Saved entries:
--------
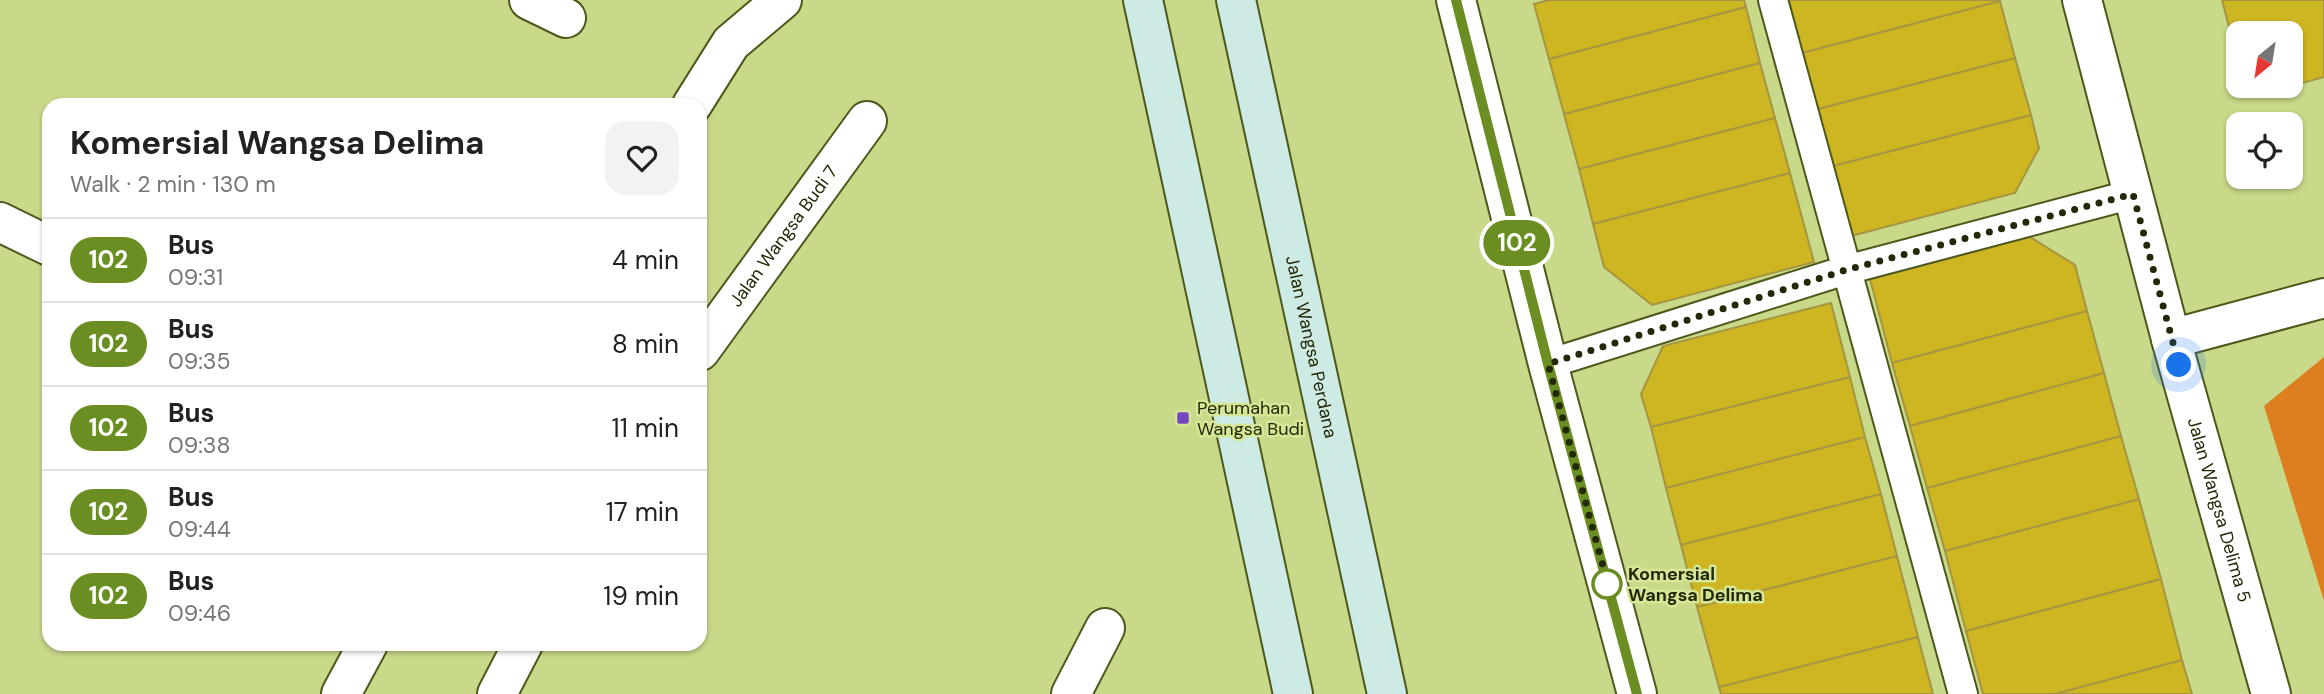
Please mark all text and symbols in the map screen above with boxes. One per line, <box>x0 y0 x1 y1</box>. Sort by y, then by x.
north arrow <box>2226 21 2303 98</box>
map controls <box>2226 21 2303 189</box>
button: locate <box>2226 112 2303 189</box>
text: Komersial Wangsa Delima <box>70 121 484 164</box>
button: heart <box>605 121 679 195</box>
street label: Jalan Wangsa Budi 7 <box>724 161 843 312</box>
text: Walk · 2 min · 130 m <box>70 169 276 199</box>
line badge: 102 <box>1477 220 1557 266</box>
text: 102 <box>1497 227 1537 258</box>
text: Bus <box>168 228 214 262</box>
text: 4 min <box>612 243 679 277</box>
text: 102 <box>89 244 128 275</box>
street label: Jalan Wangsa Perdana <box>1280 254 1343 440</box>
text: 09:31 <box>168 262 223 292</box>
text: Bus <box>168 312 214 346</box>
text: 8 min <box>612 327 679 361</box>
text: 102 <box>89 328 128 359</box>
text: 09:35 <box>168 346 230 376</box>
your location <box>2161 347 2196 382</box>
text: Bus <box>168 396 214 430</box>
place label: Perumahan Wangsa Budi <box>1197 396 1304 441</box>
marker: Perumahan Wangsa Budi <box>1175 410 1191 426</box>
text: 11 min <box>612 411 679 445</box>
text: 102 <box>89 412 128 443</box>
street label: Jalan Wangsa Delima 5 <box>2182 415 2257 605</box>
text: 09:38 <box>168 430 230 460</box>
text: Bus <box>168 480 214 514</box>
text: 17 min <box>606 495 679 529</box>
text: 102 <box>89 496 128 527</box>
text: 09:44 <box>168 514 231 544</box>
place label: Komersial Wangsa Delima <box>1628 562 1763 607</box>
text: Bus <box>168 564 214 598</box>
marker: Komersial Wangsa Delima <box>1592 569 1622 599</box>
text: 19 min <box>603 579 679 613</box>
text: 102 <box>89 580 128 611</box>
text: 09:46 <box>168 598 231 628</box>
--------
### Task statement
Leave images out of the retyped records; keep all else exact.

### Answer below
Please mark all text and symbols in the map screen above with boxes. One per line, <box>x0 y0 x1 y1</box>. Sort by y, then by x.
north arrow <box>2226 21 2303 98</box>
map controls <box>2226 21 2303 189</box>
button: locate <box>2226 112 2303 189</box>
text: Komersial Wangsa Delima <box>70 121 484 164</box>
button: heart <box>605 121 679 195</box>
street label: Jalan Wangsa Budi 7 <box>724 161 843 312</box>
text: Walk · 2 min · 130 m <box>70 169 276 199</box>
line badge: 102 <box>1477 220 1557 266</box>
text: 102 <box>1497 227 1537 258</box>
text: Bus <box>168 228 214 262</box>
text: 4 min <box>612 243 679 277</box>
text: 102 <box>89 244 128 275</box>
street label: Jalan Wangsa Perdana <box>1280 254 1343 440</box>
text: 09:31 <box>168 262 223 292</box>
text: Bus <box>168 312 214 346</box>
text: 8 min <box>612 327 679 361</box>
text: 102 <box>89 328 128 359</box>
text: 09:35 <box>168 346 230 376</box>
your location <box>2161 347 2196 382</box>
text: Bus <box>168 396 214 430</box>
place label: Perumahan Wangsa Budi <box>1197 396 1304 441</box>
marker: Perumahan Wangsa Budi <box>1175 410 1191 426</box>
text: 11 min <box>612 411 679 445</box>
text: 102 <box>89 412 128 443</box>
street label: Jalan Wangsa Delima 5 <box>2182 415 2257 605</box>
text: 09:38 <box>168 430 230 460</box>
text: Bus <box>168 480 214 514</box>
text: 17 min <box>606 495 679 529</box>
text: 102 <box>89 496 128 527</box>
text: 09:44 <box>168 514 231 544</box>
place label: Komersial Wangsa Delima <box>1628 562 1763 607</box>
text: Bus <box>168 564 214 598</box>
marker: Komersial Wangsa Delima <box>1592 569 1622 599</box>
text: 19 min <box>603 579 679 613</box>
text: 102 <box>89 580 128 611</box>
text: 09:46 <box>168 598 231 628</box>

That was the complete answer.